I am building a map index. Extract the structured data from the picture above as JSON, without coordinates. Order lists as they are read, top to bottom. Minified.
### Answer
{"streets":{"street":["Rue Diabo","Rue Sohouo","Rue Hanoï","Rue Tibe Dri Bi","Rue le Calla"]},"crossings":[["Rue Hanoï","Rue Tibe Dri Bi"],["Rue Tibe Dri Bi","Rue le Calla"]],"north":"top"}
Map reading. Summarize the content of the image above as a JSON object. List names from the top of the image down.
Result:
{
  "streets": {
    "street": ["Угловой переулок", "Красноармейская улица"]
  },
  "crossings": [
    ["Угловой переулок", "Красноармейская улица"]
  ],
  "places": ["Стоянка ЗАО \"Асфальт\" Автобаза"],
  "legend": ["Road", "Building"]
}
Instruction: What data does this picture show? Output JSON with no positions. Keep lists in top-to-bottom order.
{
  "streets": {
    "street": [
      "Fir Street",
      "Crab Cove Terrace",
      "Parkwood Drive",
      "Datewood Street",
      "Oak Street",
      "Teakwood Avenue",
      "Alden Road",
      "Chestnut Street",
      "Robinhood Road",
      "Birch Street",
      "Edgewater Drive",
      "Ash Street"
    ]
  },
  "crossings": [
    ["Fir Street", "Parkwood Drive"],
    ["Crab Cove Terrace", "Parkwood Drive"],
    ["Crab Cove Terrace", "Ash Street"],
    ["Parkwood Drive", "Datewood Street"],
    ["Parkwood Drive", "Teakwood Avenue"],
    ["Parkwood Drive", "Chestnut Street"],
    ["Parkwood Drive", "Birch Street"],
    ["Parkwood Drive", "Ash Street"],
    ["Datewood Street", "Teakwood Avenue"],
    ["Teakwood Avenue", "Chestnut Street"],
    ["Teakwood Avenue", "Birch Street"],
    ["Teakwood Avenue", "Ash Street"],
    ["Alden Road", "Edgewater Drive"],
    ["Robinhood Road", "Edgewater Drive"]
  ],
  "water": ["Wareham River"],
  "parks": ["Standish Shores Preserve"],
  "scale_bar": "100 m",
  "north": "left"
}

######

● Task requirements: The full set of records above must be reproduced exactly in the reply.

● Finished task:
I am building a map index. Extract the structured data from the picture above as JSON, without coordinates. Order lists as they are read, top to bottom. Minified.
### Answer
{"streets":{"street":["Rue Diabo","Rue Sohouo","Rue Hanoï","Rue Tibe Dri Bi","Rue le Calla"]},"crossings":[["Rue Hanoï","Rue Tibe Dri Bi"],["Rue Tibe Dri Bi","Rue le Calla"]],"north":"top"}
Map reading. Summarize the content of the image above as a JSON object. List names from the top of the image down.
Result:
{
  "streets": {
    "street": ["Угловой переулок", "Красноармейская улица"]
  },
  "crossings": [
    ["Угловой переулок", "Красноармейская улица"]
  ],
  "places": ["Стоянка ЗАО \"Асфальт\" Автобаза"],
  "legend": ["Road", "Building"]
}
Instruction: What data does this picture show? Output JSON with no positions. Keep lists in top-to-bottom order.
{
  "streets": {
    "street": [
      "Fir Street",
      "Crab Cove Terrace",
      "Parkwood Drive",
      "Datewood Street",
      "Oak Street",
      "Teakwood Avenue",
      "Alden Road",
      "Chestnut Street",
      "Robinhood Road",
      "Birch Street",
      "Edgewater Drive",
      "Ash Street"
    ]
  },
  "crossings": [
    ["Fir Street", "Parkwood Drive"],
    ["Crab Cove Terrace", "Parkwood Drive"],
    ["Crab Cove Terrace", "Ash Street"],
    ["Parkwood Drive", "Datewood Street"],
    ["Parkwood Drive", "Teakwood Avenue"],
    ["Parkwood Drive", "Chestnut Street"],
    ["Parkwood Drive", "Birch Street"],
    ["Parkwood Drive", "Ash Street"],
    ["Datewood Street", "Teakwood Avenue"],
    ["Teakwood Avenue", "Chestnut Street"],
    ["Teakwood Avenue", "Birch Street"],
    ["Teakwood Avenue", "Ash Street"],
    ["Alden Road", "Edgewater Drive"],
    ["Robinhood Road", "Edgewater Drive"]
  ],
  "water": ["Wareham River"],
  "parks": ["Standish Shores Preserve"],
  "scale_bar": "100 m",
  "north": "left"
}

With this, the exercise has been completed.